- **SOURCE DATA**
* * * *

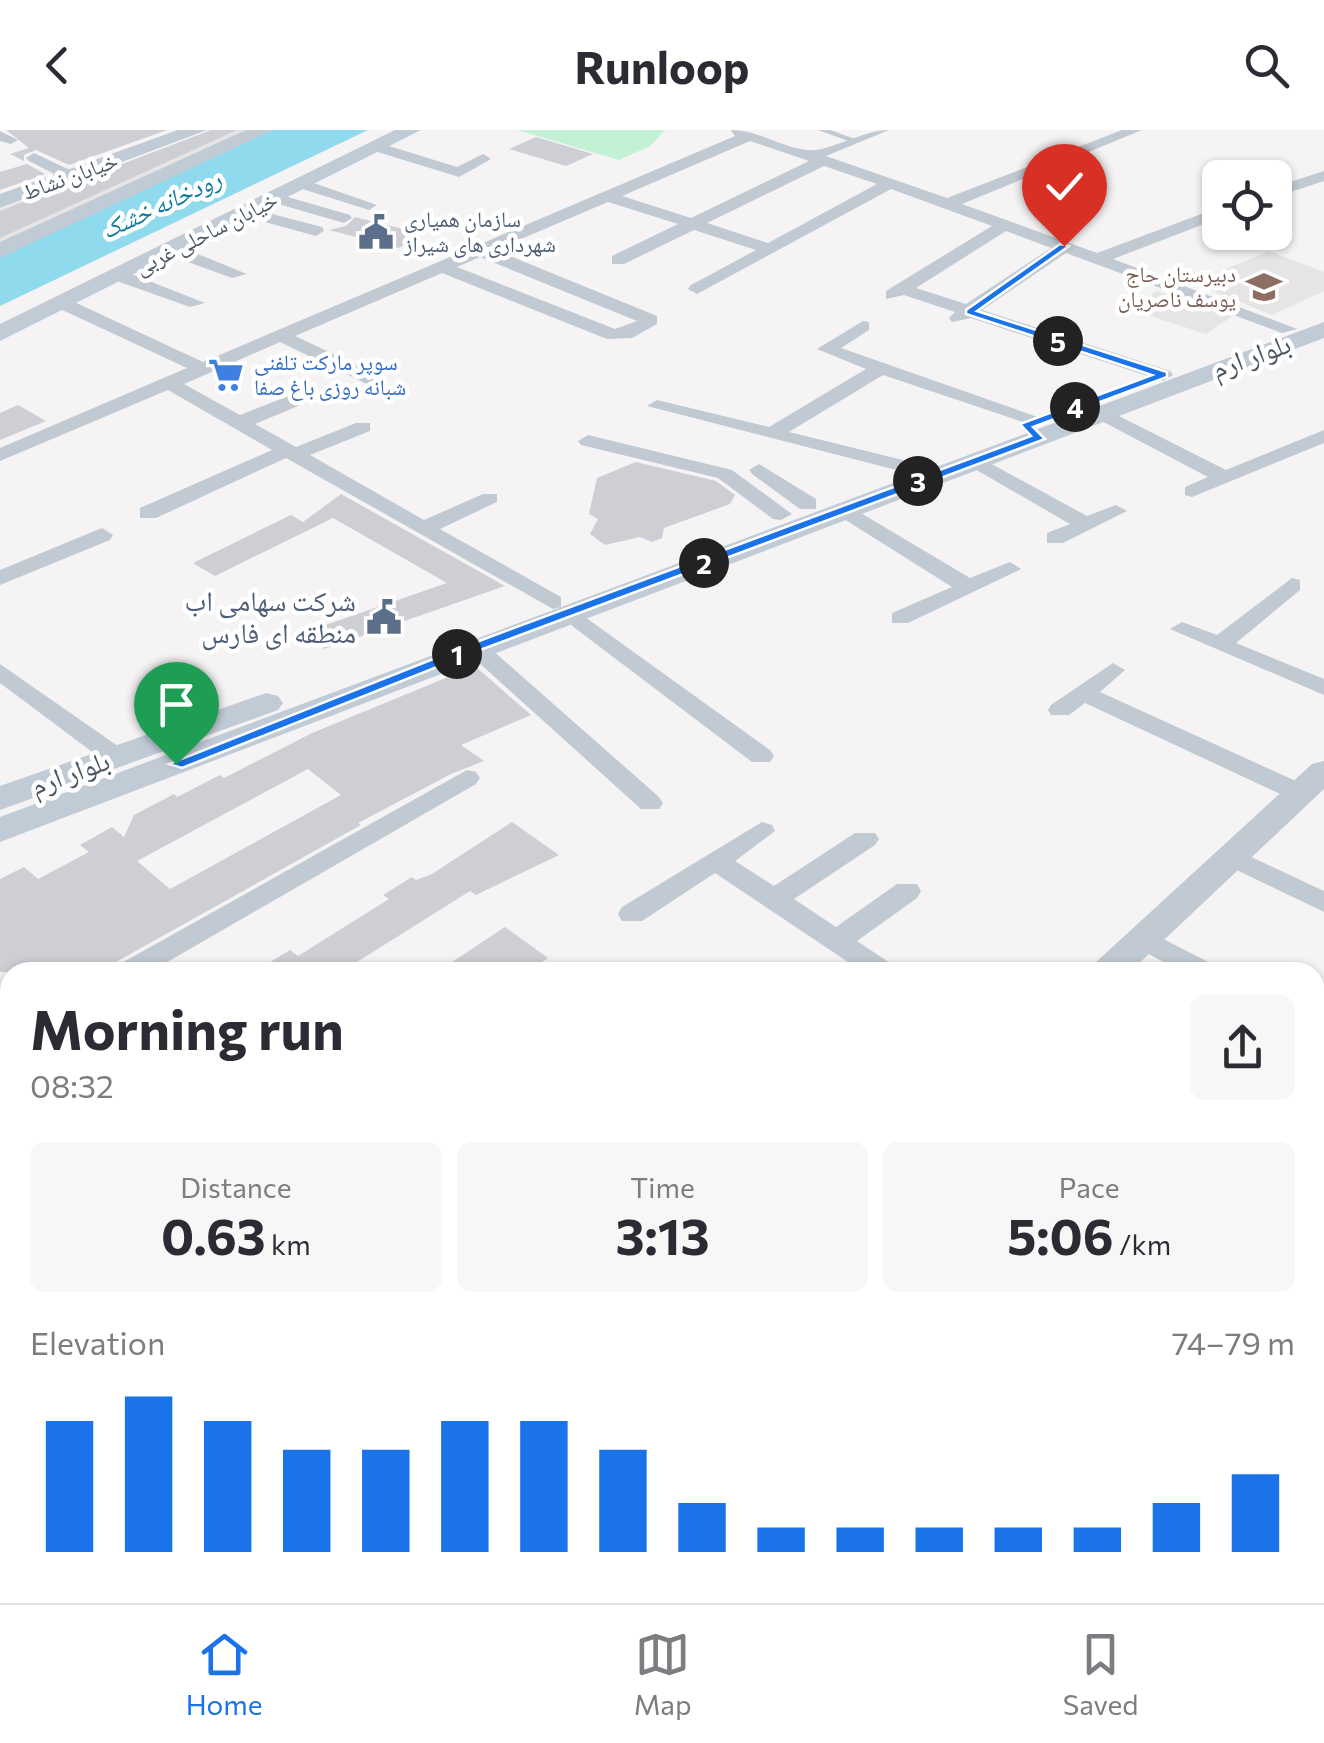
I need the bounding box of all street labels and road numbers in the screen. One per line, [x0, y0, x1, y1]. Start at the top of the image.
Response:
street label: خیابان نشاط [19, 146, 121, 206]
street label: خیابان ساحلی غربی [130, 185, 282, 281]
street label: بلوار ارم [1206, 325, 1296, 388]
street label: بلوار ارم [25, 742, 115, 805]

* * * *

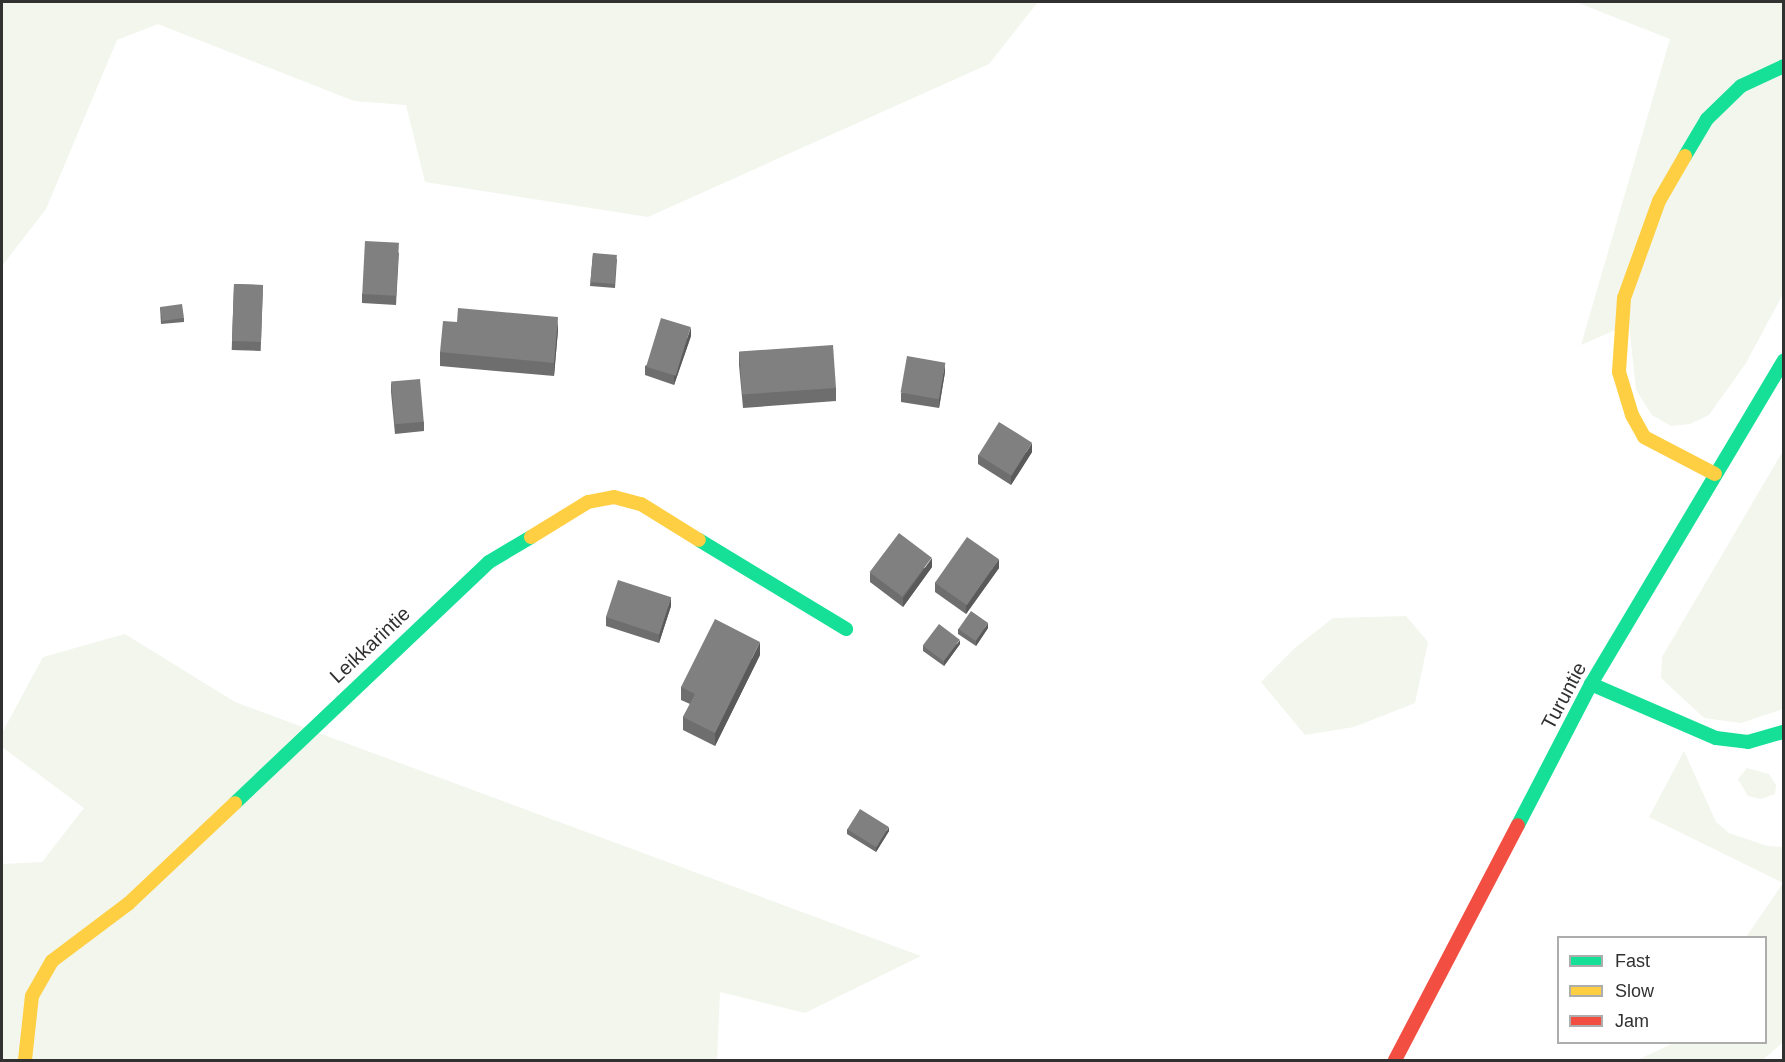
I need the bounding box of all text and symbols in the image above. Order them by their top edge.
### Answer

* * * *

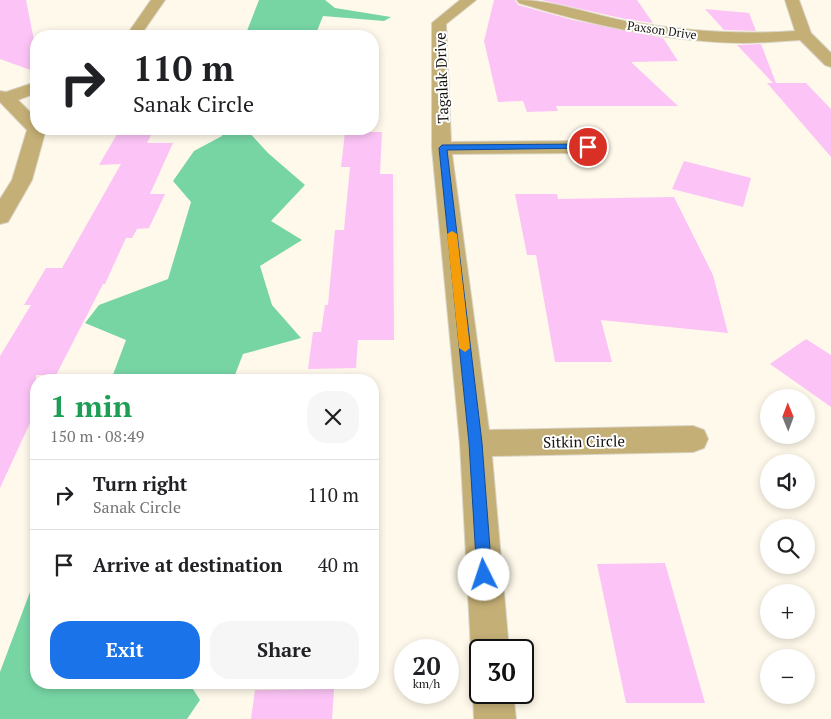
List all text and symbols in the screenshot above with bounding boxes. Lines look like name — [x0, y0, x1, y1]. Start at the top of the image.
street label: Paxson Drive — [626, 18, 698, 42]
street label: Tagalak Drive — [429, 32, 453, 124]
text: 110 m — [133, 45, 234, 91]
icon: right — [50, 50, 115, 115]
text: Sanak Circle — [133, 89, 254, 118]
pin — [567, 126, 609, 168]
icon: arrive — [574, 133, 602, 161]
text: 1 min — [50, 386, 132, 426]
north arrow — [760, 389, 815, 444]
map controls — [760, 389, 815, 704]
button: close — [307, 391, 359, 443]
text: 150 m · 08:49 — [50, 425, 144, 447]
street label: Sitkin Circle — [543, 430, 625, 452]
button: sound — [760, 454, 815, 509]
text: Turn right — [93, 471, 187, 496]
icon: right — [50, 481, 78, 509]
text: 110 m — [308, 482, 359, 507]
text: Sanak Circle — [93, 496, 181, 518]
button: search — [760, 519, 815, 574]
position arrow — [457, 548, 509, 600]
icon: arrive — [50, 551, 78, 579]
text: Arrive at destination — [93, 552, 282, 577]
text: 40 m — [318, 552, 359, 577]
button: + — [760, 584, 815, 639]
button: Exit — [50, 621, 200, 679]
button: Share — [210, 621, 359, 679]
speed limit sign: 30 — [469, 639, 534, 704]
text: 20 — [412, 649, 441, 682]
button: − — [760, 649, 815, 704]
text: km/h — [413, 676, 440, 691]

* * * *

- **EXERCISE DIRECTIONS**
Go through the listing, and whenever a line contains the string "need", copy that line.

- **SOLUTION FOR THIS EXERCISE**
I need the bounding box of all street labels and road numbers in the screen. One per line, [x0, y0, x1, y1]. Start at the top of the image.
I need the bounding box of all text and symbols in the image above. Order them by their top edge.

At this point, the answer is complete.